(Beginning of Source material)
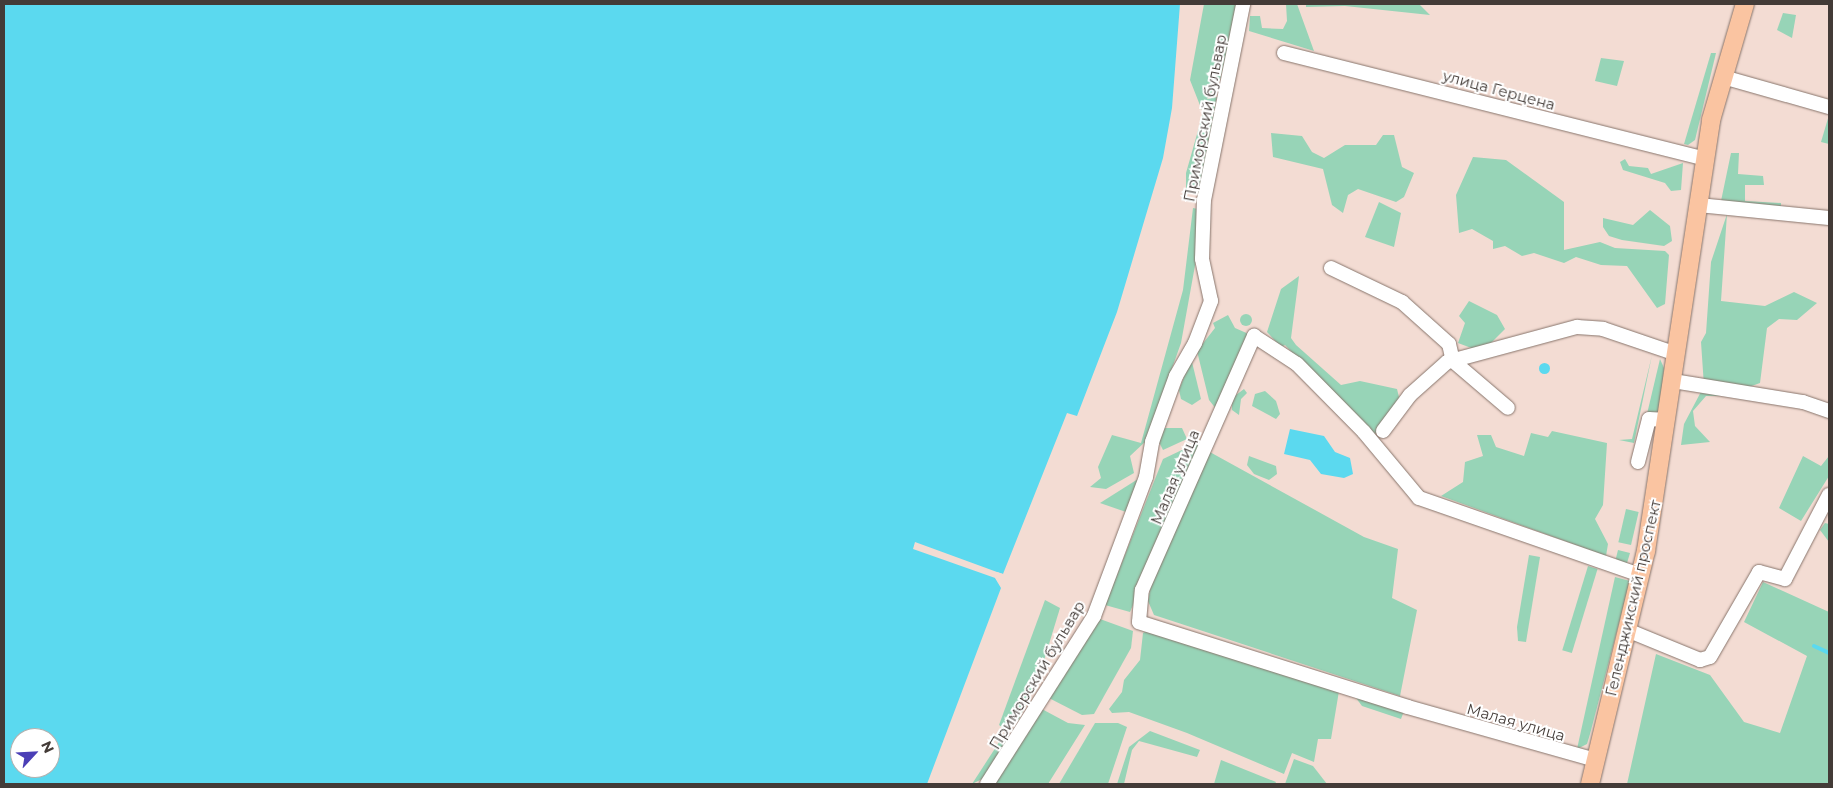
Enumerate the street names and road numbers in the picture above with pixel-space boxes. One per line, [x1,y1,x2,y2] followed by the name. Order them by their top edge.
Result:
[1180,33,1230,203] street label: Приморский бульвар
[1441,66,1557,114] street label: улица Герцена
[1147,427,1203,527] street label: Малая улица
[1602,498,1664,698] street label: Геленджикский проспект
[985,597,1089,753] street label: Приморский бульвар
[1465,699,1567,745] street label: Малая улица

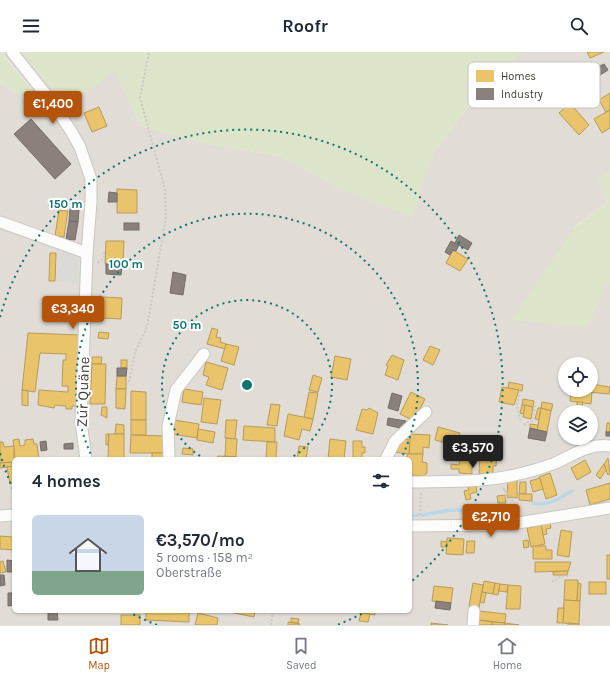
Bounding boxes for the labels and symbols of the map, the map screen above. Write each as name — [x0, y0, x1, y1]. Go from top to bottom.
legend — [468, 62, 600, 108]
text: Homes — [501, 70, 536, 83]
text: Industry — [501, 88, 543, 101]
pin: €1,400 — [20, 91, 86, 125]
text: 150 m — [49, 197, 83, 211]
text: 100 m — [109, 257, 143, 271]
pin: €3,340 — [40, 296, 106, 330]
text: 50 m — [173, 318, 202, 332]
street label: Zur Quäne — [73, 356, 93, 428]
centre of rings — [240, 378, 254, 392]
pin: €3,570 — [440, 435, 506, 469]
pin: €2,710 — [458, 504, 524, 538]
(End of Source material)
Exercise details ▸ Would you transcribe each of the entries exactly, skipping the pictures?

Task response ▸
Enumerate the street names and road numbers in the picture above with pixel-space boxes. One per line, [x1,y1,x2,y2] followed by the name. Order them by their top edge.
Result:
[1180,33,1230,203] street label: Приморский бульвар
[1441,66,1557,114] street label: улица Герцена
[1147,427,1203,527] street label: Малая улица
[1602,498,1664,698] street label: Геленджикский проспект
[985,597,1089,753] street label: Приморский бульвар
[1465,699,1567,745] street label: Малая улица

Bounding boxes for the labels and symbols of the map, the map screen above. Write each as name — [x0, y0, x1, y1]. Go from top to bottom.
legend — [468, 62, 600, 108]
text: Homes — [501, 70, 536, 83]
text: Industry — [501, 88, 543, 101]
pin: €1,400 — [20, 91, 86, 125]
text: 150 m — [49, 197, 83, 211]
text: 100 m — [109, 257, 143, 271]
pin: €3,340 — [40, 296, 106, 330]
text: 50 m — [173, 318, 202, 332]
street label: Zur Quäne — [73, 356, 93, 428]
centre of rings — [240, 378, 254, 392]
pin: €3,570 — [440, 435, 506, 469]
pin: €2,710 — [458, 504, 524, 538]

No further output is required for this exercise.